Dans cette approche de la question du climato-scepticisme, Bruno Latour prend donc le « débat public et médiatique » comme reflétant fidèlement le « débat scientifique ». Il ignore donc le paradoxe - qui devrait passionner pour le coup un sociologue - selon lequel il n’y a pas de controverse dans le milieu scientifique sur l’origine anthropique du réchauffement climatique, alors que le débat fait rage dans les média. Ce tour de passe-passe, cette occultation, sont obtenus par une seule négligence - mais elle est de taille : Bruno Latour fait comme si Claude Allègre, parce qu’il est scientifique, faisait partie de la communauté des climatologues. Or il n’en est rien : Allègre n'a jamais publié le moindre article concernant la climatologie dans une revue à comité de lecture.

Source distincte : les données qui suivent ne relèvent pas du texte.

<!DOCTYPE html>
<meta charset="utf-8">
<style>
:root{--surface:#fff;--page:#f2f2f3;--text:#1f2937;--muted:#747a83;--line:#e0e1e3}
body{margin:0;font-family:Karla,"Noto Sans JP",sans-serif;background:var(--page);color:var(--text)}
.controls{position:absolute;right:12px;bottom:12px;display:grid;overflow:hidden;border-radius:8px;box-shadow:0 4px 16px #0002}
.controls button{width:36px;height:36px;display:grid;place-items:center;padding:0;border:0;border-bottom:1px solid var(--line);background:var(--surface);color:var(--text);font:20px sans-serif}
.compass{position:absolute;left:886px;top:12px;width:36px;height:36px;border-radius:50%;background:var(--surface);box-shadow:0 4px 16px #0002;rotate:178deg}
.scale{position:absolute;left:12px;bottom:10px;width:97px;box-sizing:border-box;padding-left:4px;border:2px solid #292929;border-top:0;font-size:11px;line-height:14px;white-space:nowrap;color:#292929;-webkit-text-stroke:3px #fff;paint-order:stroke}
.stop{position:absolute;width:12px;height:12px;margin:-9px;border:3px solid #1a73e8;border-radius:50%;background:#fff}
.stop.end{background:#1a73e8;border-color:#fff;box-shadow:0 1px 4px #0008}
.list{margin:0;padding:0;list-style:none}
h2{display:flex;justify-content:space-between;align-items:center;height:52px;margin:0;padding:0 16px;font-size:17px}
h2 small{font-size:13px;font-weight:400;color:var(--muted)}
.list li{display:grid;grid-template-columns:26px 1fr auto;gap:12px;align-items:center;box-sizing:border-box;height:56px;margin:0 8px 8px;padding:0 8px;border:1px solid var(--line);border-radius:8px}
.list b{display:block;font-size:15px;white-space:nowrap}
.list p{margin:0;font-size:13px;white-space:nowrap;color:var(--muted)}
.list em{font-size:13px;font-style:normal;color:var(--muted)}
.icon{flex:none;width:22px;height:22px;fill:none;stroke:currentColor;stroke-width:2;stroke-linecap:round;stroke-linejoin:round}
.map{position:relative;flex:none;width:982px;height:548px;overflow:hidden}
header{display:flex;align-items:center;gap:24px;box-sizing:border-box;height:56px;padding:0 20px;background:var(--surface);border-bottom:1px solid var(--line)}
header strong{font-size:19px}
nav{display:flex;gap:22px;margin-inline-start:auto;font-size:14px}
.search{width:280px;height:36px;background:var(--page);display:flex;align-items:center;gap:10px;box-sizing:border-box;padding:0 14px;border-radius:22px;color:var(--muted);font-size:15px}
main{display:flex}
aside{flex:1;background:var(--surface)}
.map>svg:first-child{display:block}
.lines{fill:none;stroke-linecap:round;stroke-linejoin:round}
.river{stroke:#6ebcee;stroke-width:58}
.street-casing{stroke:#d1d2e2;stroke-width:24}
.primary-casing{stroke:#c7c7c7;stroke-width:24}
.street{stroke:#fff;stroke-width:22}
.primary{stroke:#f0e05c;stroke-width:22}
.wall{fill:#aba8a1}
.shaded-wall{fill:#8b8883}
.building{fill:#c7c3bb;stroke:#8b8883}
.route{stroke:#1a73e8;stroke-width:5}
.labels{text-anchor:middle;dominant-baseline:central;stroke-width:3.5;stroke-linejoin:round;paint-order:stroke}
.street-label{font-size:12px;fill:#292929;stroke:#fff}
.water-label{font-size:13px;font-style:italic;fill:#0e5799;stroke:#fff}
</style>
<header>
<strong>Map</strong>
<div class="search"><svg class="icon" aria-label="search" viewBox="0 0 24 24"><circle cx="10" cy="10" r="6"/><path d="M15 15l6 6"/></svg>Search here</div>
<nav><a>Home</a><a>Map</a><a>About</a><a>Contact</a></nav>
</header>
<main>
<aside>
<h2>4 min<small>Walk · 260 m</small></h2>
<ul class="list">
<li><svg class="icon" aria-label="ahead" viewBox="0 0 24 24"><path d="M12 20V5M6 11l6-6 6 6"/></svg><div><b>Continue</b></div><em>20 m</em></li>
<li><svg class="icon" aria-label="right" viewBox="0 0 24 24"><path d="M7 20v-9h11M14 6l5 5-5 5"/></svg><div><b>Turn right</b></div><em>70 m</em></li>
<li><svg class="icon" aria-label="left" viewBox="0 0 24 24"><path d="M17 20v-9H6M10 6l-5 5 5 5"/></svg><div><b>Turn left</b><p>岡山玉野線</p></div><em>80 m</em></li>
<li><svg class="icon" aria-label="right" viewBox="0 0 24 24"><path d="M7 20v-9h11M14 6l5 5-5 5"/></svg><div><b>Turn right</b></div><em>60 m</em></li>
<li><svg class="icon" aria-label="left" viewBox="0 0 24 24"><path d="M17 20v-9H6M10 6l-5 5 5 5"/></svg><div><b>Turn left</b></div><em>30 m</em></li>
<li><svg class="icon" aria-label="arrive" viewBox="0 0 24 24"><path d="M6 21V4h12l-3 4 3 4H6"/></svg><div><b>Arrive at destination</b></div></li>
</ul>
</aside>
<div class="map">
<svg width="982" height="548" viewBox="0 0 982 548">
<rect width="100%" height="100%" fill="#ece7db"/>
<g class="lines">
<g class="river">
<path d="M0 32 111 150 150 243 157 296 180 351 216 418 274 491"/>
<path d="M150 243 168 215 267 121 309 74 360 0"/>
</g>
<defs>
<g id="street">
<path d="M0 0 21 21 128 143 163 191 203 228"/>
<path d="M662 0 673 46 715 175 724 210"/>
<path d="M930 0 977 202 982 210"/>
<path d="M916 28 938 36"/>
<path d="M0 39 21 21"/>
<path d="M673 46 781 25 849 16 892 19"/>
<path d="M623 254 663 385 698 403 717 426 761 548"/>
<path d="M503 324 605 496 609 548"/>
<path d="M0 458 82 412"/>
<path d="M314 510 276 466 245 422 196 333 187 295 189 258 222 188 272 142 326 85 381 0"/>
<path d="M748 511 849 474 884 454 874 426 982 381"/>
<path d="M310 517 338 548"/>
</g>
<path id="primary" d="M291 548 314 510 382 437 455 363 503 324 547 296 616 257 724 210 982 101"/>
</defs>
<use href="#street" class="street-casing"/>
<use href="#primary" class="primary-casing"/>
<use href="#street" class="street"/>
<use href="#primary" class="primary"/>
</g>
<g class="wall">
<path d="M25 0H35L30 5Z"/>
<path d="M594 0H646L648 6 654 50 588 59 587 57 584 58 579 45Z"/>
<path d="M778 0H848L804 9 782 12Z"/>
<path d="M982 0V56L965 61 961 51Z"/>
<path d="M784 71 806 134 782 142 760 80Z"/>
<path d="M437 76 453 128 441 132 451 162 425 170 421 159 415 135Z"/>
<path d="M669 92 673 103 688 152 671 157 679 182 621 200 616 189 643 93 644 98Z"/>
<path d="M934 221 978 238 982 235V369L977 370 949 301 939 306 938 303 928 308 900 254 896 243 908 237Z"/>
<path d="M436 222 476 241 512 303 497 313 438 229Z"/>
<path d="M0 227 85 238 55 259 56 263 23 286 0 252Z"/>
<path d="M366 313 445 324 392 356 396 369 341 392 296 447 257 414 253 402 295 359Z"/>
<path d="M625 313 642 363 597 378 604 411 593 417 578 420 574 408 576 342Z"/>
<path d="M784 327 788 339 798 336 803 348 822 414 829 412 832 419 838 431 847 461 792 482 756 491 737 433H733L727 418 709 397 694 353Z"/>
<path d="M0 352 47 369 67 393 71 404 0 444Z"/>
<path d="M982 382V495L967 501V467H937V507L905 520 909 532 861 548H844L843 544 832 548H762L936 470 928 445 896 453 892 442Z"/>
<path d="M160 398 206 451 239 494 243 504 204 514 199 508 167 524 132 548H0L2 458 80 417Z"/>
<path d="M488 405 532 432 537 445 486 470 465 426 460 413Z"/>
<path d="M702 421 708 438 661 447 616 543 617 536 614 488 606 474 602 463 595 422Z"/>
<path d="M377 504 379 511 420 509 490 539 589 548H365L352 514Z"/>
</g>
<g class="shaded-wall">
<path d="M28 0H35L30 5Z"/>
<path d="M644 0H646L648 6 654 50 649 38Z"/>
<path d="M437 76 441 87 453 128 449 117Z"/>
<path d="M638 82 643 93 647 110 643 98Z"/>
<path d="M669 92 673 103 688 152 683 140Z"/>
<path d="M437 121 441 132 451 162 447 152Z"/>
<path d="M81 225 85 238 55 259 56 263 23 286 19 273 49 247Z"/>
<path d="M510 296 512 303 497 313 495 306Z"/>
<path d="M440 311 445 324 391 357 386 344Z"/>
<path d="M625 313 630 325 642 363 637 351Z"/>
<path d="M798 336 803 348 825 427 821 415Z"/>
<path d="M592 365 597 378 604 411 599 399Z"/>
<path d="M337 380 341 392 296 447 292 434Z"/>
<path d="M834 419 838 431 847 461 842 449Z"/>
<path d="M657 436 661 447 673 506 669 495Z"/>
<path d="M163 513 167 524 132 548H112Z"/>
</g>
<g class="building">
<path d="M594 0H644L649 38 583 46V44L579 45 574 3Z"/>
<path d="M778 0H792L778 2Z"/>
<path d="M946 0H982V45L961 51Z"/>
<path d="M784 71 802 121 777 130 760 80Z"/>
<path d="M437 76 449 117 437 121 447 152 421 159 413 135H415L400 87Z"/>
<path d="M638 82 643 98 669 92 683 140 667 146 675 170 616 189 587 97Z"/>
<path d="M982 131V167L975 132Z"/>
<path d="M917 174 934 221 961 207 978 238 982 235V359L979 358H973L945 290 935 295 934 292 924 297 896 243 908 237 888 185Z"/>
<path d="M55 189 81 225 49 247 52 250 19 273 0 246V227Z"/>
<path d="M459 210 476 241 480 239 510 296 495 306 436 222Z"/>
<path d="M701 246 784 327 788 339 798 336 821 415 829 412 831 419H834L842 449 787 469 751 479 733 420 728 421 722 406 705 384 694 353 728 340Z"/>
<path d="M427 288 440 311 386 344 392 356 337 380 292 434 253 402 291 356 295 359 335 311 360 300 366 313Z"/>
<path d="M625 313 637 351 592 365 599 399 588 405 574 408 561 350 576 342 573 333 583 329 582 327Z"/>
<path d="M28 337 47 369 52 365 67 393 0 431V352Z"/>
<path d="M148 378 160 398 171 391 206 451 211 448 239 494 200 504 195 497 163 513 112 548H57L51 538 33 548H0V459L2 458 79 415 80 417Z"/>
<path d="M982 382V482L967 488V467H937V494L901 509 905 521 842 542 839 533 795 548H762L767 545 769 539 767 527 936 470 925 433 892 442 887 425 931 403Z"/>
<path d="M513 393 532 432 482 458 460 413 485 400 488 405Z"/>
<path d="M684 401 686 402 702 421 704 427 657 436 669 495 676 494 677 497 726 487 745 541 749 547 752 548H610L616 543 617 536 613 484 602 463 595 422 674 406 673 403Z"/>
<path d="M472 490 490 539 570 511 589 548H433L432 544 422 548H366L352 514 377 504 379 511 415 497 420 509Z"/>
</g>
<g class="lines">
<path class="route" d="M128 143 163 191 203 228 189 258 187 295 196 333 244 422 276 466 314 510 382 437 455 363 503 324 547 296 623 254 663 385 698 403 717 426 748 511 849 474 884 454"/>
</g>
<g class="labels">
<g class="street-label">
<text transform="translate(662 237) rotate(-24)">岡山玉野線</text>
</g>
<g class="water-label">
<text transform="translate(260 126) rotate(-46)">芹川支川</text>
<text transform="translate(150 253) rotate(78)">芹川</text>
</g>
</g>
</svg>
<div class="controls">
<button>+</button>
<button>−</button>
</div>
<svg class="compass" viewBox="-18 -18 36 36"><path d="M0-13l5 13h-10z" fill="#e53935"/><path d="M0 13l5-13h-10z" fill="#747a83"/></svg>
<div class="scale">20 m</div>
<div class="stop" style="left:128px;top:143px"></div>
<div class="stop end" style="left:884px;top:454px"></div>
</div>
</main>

Ce qu'il énonce sur le sujet n'a que le statut d'un propos de comptoir – parfaitement légitime en tant que tel ! Avant de déclarer Claude Allègre adversaire politique, il est tout de même utile de comprendre que ses vitupérations, s'agissant du climat, sont celles d'un charlatan... Cela n'enlève rien à la qualité de ses contributions à la géochimie. Le débat public est fait d'opinions, le débat scientifique d'énoncés scientifiques, obtenus à partir de procédures et de protocoles de critique par les pairs. Cela ne garantit pas contre les erreurs, mais cela permet de les corriger assez rapidement lorsqu'il y en a.
Assez rapidement ? L'existence des atomes n'est universellement acceptée que depuis un siècle, alors que la question continu/discontinu a agité philosophes et scientifiques depuis 2000 ans. La promenade est donc longue, De l'atome imaginé à l'atome découvert. Comme elle est belle et passionnante, offrez-vous donc ce plaisir.
Jacques Treiner, physicien, ex-professeur à Paris-6, professeur à SciencesPo
♦ Hubert Krivine et Annie Grosman, De l'atome imaginé à l'atome découvert, préface d'Etienne Klein, De Boeck, 144 p., 19 euros.